The only thing that hurts more than a terrible film that looks terrible is a terrible film that looks beautiful. In Breaking Dawn 2, we're drawn into the woods where the Cullen coven lives through an amalgam of scenery and body fluids that show us just how much of a mismatch the limp storyline and the superb camerawork make. We meet Bella Cullen née Swan (Kristen Stewart), whose creepy eyeballs apparently magnify her vision.
Those of us who suffered the misfortune of watching the first edition of this two-part finale to the three-part series that is Twilight know that Bella is a human who was turned into a vampire on the verge of death, courtesy vampire husband Edward (Robert Pattinson). For some reason, she's now stronger than he is. And we assume he's supportive of equality for women vampires, because he sports an irritating "awww" look on his face every time Bella drinks blood, wants to hunt, or attacks people or vampires.

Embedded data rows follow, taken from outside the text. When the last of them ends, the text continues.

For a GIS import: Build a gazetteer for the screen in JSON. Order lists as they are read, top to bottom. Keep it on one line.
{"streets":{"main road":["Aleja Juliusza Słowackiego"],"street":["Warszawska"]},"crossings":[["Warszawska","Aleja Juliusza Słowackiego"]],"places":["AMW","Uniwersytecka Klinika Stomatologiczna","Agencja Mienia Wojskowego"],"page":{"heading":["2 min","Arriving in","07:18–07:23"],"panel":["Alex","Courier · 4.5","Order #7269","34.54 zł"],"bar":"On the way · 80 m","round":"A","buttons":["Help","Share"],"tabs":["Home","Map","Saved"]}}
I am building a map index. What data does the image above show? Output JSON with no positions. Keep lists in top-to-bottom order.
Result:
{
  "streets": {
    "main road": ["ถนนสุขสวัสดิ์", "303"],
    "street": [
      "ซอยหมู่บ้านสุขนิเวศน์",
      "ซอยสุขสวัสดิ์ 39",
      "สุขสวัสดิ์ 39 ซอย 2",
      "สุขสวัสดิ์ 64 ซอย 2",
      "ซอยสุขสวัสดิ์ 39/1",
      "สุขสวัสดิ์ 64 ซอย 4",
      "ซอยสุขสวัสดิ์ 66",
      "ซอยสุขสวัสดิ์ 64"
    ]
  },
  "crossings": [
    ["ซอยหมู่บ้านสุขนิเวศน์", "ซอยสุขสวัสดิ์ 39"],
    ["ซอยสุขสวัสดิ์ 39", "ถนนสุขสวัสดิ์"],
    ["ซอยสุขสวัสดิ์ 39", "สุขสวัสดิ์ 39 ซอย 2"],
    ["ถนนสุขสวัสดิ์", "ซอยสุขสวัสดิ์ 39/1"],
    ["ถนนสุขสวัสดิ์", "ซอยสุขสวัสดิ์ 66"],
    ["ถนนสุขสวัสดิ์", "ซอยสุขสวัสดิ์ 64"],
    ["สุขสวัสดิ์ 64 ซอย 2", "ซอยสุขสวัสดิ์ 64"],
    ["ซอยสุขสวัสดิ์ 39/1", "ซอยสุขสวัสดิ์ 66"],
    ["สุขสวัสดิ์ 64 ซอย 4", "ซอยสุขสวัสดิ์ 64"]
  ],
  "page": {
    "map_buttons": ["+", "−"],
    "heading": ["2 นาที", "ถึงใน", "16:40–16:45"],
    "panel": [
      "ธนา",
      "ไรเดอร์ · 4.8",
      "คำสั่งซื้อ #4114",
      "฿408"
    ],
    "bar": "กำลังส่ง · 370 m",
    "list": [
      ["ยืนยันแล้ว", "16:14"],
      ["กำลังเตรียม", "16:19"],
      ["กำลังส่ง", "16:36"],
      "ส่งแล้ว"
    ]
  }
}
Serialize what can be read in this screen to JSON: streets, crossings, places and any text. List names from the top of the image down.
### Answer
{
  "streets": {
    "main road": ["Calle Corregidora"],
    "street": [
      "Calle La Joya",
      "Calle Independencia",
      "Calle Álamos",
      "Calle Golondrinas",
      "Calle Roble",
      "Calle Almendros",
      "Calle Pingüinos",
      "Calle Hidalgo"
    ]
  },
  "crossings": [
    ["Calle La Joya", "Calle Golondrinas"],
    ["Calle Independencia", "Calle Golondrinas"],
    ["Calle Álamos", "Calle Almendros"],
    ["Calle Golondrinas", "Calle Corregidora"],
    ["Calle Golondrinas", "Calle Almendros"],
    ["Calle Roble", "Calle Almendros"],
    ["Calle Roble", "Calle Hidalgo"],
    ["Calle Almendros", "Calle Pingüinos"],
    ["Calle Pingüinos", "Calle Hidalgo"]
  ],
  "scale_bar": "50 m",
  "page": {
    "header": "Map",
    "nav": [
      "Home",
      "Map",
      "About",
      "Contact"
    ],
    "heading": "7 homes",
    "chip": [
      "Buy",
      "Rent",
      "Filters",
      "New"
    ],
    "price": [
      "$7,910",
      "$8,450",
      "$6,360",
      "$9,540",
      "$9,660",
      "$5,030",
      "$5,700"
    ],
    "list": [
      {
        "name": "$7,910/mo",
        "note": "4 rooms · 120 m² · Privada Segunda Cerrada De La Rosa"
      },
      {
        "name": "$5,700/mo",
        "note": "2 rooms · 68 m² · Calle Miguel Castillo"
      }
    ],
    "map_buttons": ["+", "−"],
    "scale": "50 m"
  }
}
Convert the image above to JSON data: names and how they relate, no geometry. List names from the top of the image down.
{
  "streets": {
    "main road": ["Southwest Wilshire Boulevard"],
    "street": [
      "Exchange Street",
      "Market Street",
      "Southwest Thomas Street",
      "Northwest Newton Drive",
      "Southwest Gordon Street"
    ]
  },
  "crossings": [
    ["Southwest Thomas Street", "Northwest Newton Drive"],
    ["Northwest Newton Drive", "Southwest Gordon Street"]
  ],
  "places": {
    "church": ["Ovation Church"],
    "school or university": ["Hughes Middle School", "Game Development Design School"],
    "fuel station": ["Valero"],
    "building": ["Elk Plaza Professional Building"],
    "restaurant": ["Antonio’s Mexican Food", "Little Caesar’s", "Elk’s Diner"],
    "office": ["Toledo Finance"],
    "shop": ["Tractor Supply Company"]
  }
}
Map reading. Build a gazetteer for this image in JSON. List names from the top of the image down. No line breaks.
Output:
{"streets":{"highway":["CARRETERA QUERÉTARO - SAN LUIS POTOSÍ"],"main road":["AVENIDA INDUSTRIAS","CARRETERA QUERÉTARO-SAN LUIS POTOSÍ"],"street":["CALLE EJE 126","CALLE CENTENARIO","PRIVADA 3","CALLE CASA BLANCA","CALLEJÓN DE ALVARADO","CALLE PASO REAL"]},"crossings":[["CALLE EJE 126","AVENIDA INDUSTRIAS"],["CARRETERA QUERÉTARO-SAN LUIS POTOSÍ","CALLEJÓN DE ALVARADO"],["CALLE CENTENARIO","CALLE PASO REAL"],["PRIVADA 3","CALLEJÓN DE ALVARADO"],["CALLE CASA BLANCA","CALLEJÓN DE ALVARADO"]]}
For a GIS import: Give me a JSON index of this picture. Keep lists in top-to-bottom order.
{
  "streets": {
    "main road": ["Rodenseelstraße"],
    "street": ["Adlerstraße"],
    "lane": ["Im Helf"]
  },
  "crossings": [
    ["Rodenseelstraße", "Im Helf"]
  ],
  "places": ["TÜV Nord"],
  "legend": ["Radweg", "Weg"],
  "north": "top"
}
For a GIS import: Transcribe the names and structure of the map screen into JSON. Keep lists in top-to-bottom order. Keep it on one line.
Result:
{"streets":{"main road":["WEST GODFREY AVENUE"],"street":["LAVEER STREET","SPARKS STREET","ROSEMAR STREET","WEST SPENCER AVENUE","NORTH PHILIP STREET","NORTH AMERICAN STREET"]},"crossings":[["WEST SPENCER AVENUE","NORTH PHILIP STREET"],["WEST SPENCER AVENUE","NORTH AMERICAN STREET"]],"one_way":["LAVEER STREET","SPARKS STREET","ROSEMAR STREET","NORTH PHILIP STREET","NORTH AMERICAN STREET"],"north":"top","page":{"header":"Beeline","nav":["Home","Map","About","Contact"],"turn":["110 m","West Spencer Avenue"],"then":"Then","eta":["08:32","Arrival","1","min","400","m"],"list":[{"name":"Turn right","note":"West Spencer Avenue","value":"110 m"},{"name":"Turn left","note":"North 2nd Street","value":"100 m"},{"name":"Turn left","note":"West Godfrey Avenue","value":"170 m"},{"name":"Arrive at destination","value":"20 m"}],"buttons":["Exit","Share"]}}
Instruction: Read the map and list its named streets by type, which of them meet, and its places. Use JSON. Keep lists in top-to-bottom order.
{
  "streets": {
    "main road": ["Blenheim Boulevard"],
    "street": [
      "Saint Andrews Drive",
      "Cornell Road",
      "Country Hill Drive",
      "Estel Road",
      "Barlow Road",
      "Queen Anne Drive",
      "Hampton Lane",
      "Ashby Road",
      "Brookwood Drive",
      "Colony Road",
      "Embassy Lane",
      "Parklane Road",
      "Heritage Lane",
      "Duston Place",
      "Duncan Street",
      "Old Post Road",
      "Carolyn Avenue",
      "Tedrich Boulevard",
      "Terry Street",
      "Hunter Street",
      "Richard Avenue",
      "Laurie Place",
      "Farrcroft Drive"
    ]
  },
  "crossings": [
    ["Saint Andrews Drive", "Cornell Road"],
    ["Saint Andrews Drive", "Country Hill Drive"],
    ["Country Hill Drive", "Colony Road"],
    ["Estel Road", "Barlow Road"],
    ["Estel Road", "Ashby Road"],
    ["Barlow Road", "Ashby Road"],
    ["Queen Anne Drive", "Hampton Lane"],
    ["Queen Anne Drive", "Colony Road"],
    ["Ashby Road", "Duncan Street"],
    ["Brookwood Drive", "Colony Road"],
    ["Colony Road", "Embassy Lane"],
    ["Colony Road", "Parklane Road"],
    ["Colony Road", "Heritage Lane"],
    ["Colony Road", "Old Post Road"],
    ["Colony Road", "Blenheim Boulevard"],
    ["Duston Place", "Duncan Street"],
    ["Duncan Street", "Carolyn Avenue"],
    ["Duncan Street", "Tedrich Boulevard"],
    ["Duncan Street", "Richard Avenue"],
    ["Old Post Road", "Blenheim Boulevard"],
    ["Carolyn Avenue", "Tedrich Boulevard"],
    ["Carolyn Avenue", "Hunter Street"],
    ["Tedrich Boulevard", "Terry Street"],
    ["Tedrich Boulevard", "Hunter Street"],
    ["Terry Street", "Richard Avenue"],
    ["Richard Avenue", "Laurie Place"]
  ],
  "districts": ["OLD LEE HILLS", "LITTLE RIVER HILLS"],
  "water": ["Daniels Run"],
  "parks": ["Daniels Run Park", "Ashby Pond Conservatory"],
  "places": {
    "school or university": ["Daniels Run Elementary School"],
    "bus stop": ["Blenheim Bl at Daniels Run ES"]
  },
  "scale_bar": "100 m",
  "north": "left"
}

Turning into a vampire is also evidently a form of birth control, so now Edward and Bella can go at it without fear of procreating. This makes the version screened at Indian cinemas a deal shorter than that which hit theatres in the rest of the world, I'm told. Thank God for small mercies. When they're not breaking furniture in the throes of carnal satiation and dashing through forests in pursuit of prey, they drink blood and play piano with a fuzzy joint family that could inspire Kyunki Vampire Bhi Kabhi Aurat Thi.
Their little daughter Reneesme (Mackenzie Foy) is the object of a paedophilic werewolf's attention, but the werewolf — who once fancied her mother — doubles as her protector, and calls her 'Nessie'. This serves as grounds for more rage for Bella, and elicits more "awww" from Edward, but everything goes back to normal with piano and blood. Till Irina (Maggie Grace) rats them out to the Volturi, headed by Aro (Michael Sheen).
What follows is a nauseating mix of more vampire romance, cringe-inducing dialogue, and a climax that's let down by a twist. Here's how the battle scene plays out. Think of any Indian movie from the Seventies. Replace Maa with Carlisle Cullen (Peter Facinelli). Bingo. The filmmakers highlight their obliviousness to all things believable by taking us to an Egypt that has Devanagari signboards.
The Verdict: The haunting music of Alexandre Desplat, the brilliant performance of Michael Sheen, and the gorgeous landscape are out of place in this travesty of fantasy.